#### [Work instruction]
Once the line holding "ctx.font = font + ' Pangolin,sans-serif';" is found in the listing below, write it out and each later line exactly, up to and including the one holding "ctx.fillText(text, 0, 0);".

[Opening Data under study section]

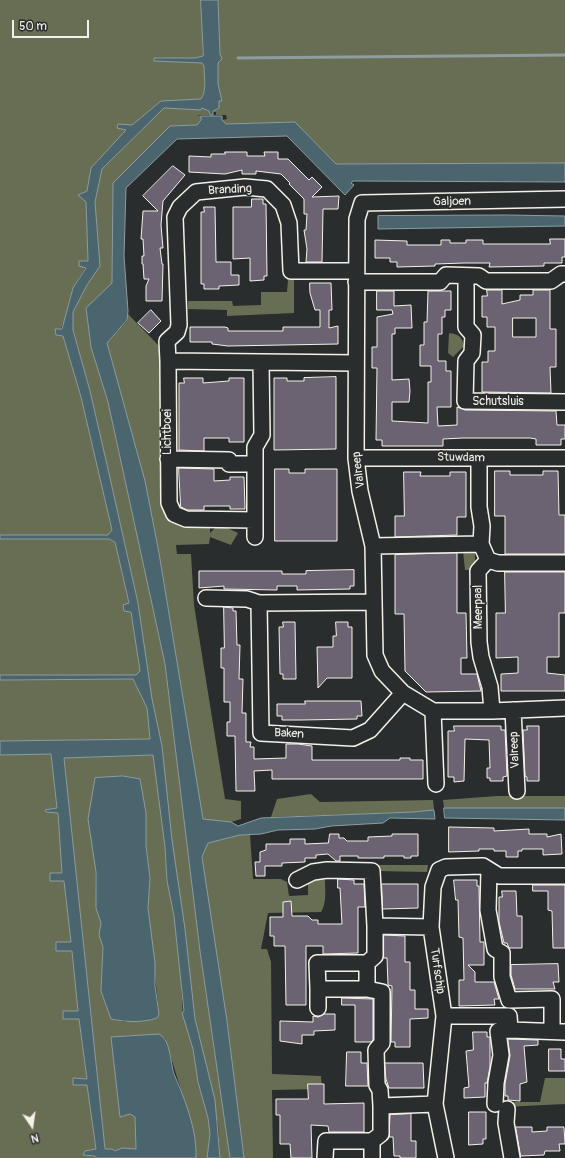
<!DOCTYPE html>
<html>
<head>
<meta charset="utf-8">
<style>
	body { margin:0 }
	#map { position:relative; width:565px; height:1158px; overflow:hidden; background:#2a2d2e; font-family:Pangolin,sans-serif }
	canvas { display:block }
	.north { position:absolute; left:12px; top:1106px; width:40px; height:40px; -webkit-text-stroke:3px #2a2d2e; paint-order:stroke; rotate:167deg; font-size:11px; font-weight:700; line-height:16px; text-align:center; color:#f4f1e8 }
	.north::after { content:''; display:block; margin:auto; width:14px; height:18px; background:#f4f1e8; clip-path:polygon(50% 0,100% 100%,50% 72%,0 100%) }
	.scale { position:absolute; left:12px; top:20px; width:77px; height:18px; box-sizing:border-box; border:2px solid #f4f1e8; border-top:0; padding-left:5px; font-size:12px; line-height:14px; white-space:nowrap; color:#f4f1e8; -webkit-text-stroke:3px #2a2d2e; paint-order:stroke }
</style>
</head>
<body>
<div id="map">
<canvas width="565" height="1158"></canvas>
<div class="north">N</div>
<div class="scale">50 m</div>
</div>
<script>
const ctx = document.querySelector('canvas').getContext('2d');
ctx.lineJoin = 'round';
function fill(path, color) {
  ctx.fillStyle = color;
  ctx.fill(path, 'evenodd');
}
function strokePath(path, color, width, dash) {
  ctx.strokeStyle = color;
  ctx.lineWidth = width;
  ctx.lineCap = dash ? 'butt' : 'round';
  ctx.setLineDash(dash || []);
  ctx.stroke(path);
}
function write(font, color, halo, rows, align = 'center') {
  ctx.font = font + ' Pangolin,sans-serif';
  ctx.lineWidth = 3.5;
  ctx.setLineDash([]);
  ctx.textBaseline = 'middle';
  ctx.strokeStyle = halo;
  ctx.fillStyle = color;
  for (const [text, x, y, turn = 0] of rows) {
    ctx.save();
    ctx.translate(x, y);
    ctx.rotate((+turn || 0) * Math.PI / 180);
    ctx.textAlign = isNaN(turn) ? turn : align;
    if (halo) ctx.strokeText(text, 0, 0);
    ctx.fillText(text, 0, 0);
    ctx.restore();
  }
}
const green = new Path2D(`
	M0 0H201L203 56 195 58H154V60L202 63 204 66C204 77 207 90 201 99L161 101 132 125 91 168 86 202 88 261C85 271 77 279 73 289 67 304 68 323 56 335L63 336 81 397 112 530 109 535H0Z
	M218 0H565V163L336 164 295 122 226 124 222 120 227 119 226 115H216V112H214V110L219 108V101H222L218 84V63L222 59 220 54Z
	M169 107 202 108 209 111V115H197L201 116V120L197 125 170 126 113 183 112 283 86 309 91 347 108 402 165 664 200 951 230 1158H220L218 1125 195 1019 138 603 108 469 90 391 73 330V312L87 285 100 266 95 202 102 169 164 108Z
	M288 280H294V313L227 316V310L188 309V301H232L233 306 261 305V292H287Z
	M128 314 163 350 168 509 210 523V533L219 524 238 533 231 545 210 537 209 544 176 545 177 554H191L194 605 225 799 241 801V819L231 822 203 820 159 553 145 481 107 343 127 321Z
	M449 333C459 334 462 337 464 346L453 357 448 353Z
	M0 539H109L115 542 129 604 123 606 124 611 131 612 140 671 136 675H0Z
	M463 551 475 552V570H465Z
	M133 679 147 708 151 739 0 741V680Z
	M0 754H51L57 809 45 810 46 812H58L62 873H50V881H64L71 942 56 951H72L78 1011H64L63 1019H79L87 1079 73 1078V1084H87L96 1149 85 1151 83 1155 95 1156 96 1158H0Z
	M153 755 165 847 167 881 174 916 181 981 183 1018 185 1019 193 1049 198 1082 208 1118 210 1134 207 1158H196L193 1129 165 1038 138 1035 111 1037 120 1117 130 1114 135 1117 136 1150 122 1148 115 1151 112 1149H105L64 758ZM123 776 140 779 146 813V846L150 878 148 908 159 1014 157 1018 125 1022 111 1019 101 991 103 947 99 935 101 923 96 908 95 778Z
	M311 794 320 802 433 800 434 810 413 812 271 817 277 799Z
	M497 796H565V808H444L443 800Z
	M240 835H250L253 879H281L287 882 289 896 308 895V879L322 878 325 880C325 890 327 903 321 912L268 913 261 949H267L271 962 272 1074 321 1076 322 1089 272 1090 273 1158H244L227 1021 219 992 202 857 208 843Z
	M376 865H428L427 872 376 871Z
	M545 1078H565V1104L503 1107 499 1102H540Z`);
const water = new Path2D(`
	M201 0H218L220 54 222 59 218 63V84L222 101H219V108L213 111V115H210L209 111 202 108 201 110 164 108 102 169 95 202 100 266 87 285 73 312V330L90 391 108 469 138 603 152 699 162 746 172 840 185 929 195 1019 215 1100 220 1158H207L210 1134 208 1118 198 1082 193 1049 182 1013 184 1011 174 916 167 881 165 847 153 755 64 758 105 1149H112L115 1151 122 1148 136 1149 135 1117 130 1114 120 1117 111 1037 159 1034C171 1040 170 1062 174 1074 185 1100 197 1129 196 1158H96L95 1156 83 1155 85 1151 96 1149 87 1085H73V1078L87 1079 79 1019H63V1011H78L72 951H56V942H71L64 881H50V873H62L58 813 46 812 45 810 57 808 51 754 0 755V741L150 739 147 708 133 679 0 680V675H136L140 671 131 612 124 611 123 605 129 603 115 542 109 539H0V535H108L112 530 81 397 63 336 56 335 55 329H62L73 288 86 268 79 266V261H88L86 202 78 195 87 191 91 168 126 130 117 128 118 124 132 125 161 101 201 99C207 90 204 76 204 66L202 63 154 61V58H195L203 56Z
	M201 116H222V120L226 124 295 122 336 164 565 163V182L353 181 351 183 354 185 345 195 287 136 177 139 126 188 124 256 128 311 127 320 107 343 145 481 159 553 203 819 231 822 238 826 261 818 413 812 434 810 435 819 390 818 383 823 331 826 315 829 278 830 261 834 240 835 208 843 202 857 227 1021 244 1158H230L200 951 165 664 108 402 91 347 86 308 112 283 113 183 170 126 197 125 201 120Z
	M506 215 565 216V226L378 229V216Z
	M123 776 140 779 146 813V846L150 878 148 908 155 963V986L159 1014 157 1018C143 1023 125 1022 111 1019L101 991 103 947 99 935 101 923 96 908V872L88 819 95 778Z
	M444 808H565V820L445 818Z`);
const stream = new Path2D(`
	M238 58 565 55`);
const building = new Path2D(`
	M225 152H247V156H265L264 152H278V159H288L309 180 312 177 322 187 312 197 339 196 338 209H323L322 262H306L307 249 304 230H306L307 214H304V199L289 184 290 183 281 174 256 171V174H242V170L225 174 189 172V156L211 157V154H225Z
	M173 166 185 175 163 201 161 225 163 248H160L162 264H163L162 301H146V286L149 279H144L143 264H142V256H144L143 239H141L143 211H158L143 196Z
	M252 199H263V204H266L267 276H264V280L250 281V258L233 259V207H251Z
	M204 207H215L216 262H231V275H239V285L219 286V289H204V284H201V212H204Z
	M550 239H565V257H562V263H544V266L489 267 490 263H464L435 264V266L397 267V262H390V258H375V240L407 241V245H441V240H450V243H466V240H483V244H550Z
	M310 283H331L332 310H329V328L338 326V344L228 346 212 344V342H190V327H225L228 328V331H283V327H320V310H315L310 293Z
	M487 290H502V304L520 300V295H533V290H550V329H556V367H550L551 393 482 392V362H488V351H495V327H487V317H482V296H487ZM513 318H536V337H513Z
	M377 291H394V306L411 305 412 328H395V334H392V380L409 379 410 391 409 402H392V421L428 423V382H431V366H420V345H424V322H427L428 291H451V310H445V317H442V334H438V361H446V371H451V407H437L438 426 457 425V407L465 410 556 411 557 425H565V439H561V445H536V439L530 438H463L443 439V446H382V440H376L377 368H372V347H377V317L393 314 392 310H377Z
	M151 310 161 321 149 333 138 323Z
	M336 377V449L274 450V378H287V381H304V378Z
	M184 378H203V383L229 381V378H244V442H229V438H204V451L179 450V383H184Z
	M179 468 214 469V481L230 480V477H244L245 509H230V506H204V510H187L181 507Z
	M275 469H289V473H305V469H337V541H275Z
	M495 471H510V475H543V471H558L559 515H565V554H505V516H495Z
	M404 472H421L420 476H450V472H466V517H457V535L395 537V516H404Z
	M457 553V613H466L467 658H461V674H477L481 691 426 692 405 671 404 614H395V555Z
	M354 570V586H350V589L297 590V586H277V590L224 589V586L199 588V571H282V574H306V571Z
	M505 572H565V613H559V657H547V673L565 675V691H501V674L518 673V657L496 658V613H505Z
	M224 607 233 608V611H236L237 645H240L239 679H243L242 713H246V742H251L250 747H254V759L286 758V744H298L312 746V760H400V758H410V760H423V779H272V770L254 771 255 791H236L235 736H227V722H230V702H224V668H221V648H224Z
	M283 622H295L296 679H283V674H280L279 627H283Z
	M336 622H348V627H352V678H327L318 688 317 647H333V636H336Z
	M305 701H361L362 716H357V719L301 720H282V716H277V704H305Z
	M454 726H501V730H505L507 776 503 777V781H490V778H487V768H490L489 740 465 739 464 781 454 782V777H448V731H454Z
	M527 726H539V781H527V777L525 776 523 730H527Z
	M449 827 494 828V831L529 829V834H547V837L561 834 562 854 543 855V849H522V851H518V857H506V851H494V849H479V851L449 852Z
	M330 834H339V838H344L347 841H368V837L392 836V834H418V856H411V858H404V856H384V858H358V856H340V861H336L328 854 316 855V858H305V862L282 863V866H265V876H256L255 862H260V852L266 850V844H290V839H305V844L328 843Z
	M338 879 354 880V884H364L365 907H358V953L323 954V946H306V1005H286L285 946H274V936H270V917H283V902L291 901 292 916H308L312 920H318V924H342L340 888H338Z
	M454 880H477V886H479L480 942H484V965H468L475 972V982H494L499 999H494L495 1005 459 1006V980H464L463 938 459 937 458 900H456Z
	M382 884H418V908L383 909Z
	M533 885H565V948H553L552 911 548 910V891H533Z
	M502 891H516L517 916H522V948H509L507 943H504L499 922V897H502Z
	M384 935 405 936V962H410V990H415V1009H428V1018L410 1019V1047H395V1042H391L392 986 388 985 387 958H384Z
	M558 964 559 982H553L555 989H515L511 975V965Z
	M342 998 373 999V1040L371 1042H355V1005H342Z
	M324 1014H335V1030L314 1031V1035H302V1044L280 1041V1021L313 1022V1016L318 1017Z
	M473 1032H487V1037H490V1067L487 1083H485V1097L464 1098V1088L469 1087 466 1051 473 1050Z
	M508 1039 538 1040V1045L524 1046 527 1082 520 1084V1101L508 1100V1096H505V1084L510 1056Z
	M549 1049H561V1059H565V1071H549Z
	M347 1052H361V1063H367L368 1086H346Z
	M385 1063H423L424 1088H389L386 1079Z
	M308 1084H324V1104L364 1103V1132H329L328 1126 311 1125 312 1158H291L290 1144H280V1115H276V1099H308Z
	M469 1112H486V1139H483V1144L469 1145Z
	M411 1114V1141H416V1158H400V1156H394L393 1137H389L390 1115Z
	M516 1127H532V1132L547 1131V1127H564L565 1144H559L560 1151H545L544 1155 521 1156Z`);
const minor = new Path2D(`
	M565 199 362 203 357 219 356 458 360 491 373 546 375 655 382 671 403 693 433 711H492L565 708
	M466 276V327L473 335 472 353 466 361 465 401 565 402
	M356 282H440L446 275 479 276 486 281H551L561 274H565
	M168 361 167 341 177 332 179 325 175 217 180 207 196 192 245 187 267 189 283 205 289 223 291 271H356
	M356 458H565
	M479 458V507L482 526 481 544 488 560 478 571 479 642 481 657 490 687 492 711
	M168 459 229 460V464H255
	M255 520 186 519 174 514 169 503 168 361 356 363
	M255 537V447L262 435 261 362
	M373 546 481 544
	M488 560 498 563H565
	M206 598 247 599 259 603 374 602
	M259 603 261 733 353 738 370 730 403 693
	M513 710 517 791
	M433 711 436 784
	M489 870 488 910 495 949 502 953V977L509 1000 552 999V1031
	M297 880 313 872 327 870 372 871 375 926
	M367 963V989H318L317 963H367L375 956V926L431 927
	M367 989 382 992V1043L376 1050 377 1085 380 1090 381 1106
	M318 1008V989
	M444 1016H509L510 1030 498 1031 501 1055 496 1083 495 1104
	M510 1030 565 1032
	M507 1109 506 1123 512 1158
	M372 1141 381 1134V1106L435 1104
	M325 1158 326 1141H372V1158
	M446 1158 435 1104 444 1016 431 927 433 887 439 870 446 867 483 866 499 876H565`);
const streetNames = [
	["Branding",230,190,-3],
	["Galjoen",452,202,-1],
	["Schutsluis",498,402],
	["Lichtboei",168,432,-90],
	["Stuwdam",461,458,1],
	["Valreep",359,470,-97],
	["Meerpaal",479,607,-90],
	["Baken",289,734,3],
	["Valreep",515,750,-92],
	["Turfschip",437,971,82]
];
fill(green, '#686e53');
fill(water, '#4a656e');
strokePath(water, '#8e9d9f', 1);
strokePath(stream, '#8e9d9f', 3);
fill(building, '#6b6272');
strokePath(building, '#f4f1e8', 1);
strokePath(minor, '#f4f1e8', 18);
strokePath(minor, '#2a2d2e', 15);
write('12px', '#f4f1e8', '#2a2d2e', streetNames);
</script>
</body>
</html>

[Closing Data under study section]

#### [Reply to the task]
  ctx.font = font + ' Pangolin,sans-serif';
  ctx.lineWidth = 3.5;
  ctx.setLineDash([]);
  ctx.textBaseline = 'middle';
  ctx.strokeStyle = halo;
  ctx.fillStyle = color;
  for (const [text, x, y, turn = 0] of rows) {
    ctx.save();
    ctx.translate(x, y);
    ctx.rotate((+turn || 0) * Math.PI / 180);
    ctx.textAlign = isNaN(turn) ? turn : align;
    if (halo) ctx.strokeText(text, 0, 0);
    ctx.fillText(text, 0, 0);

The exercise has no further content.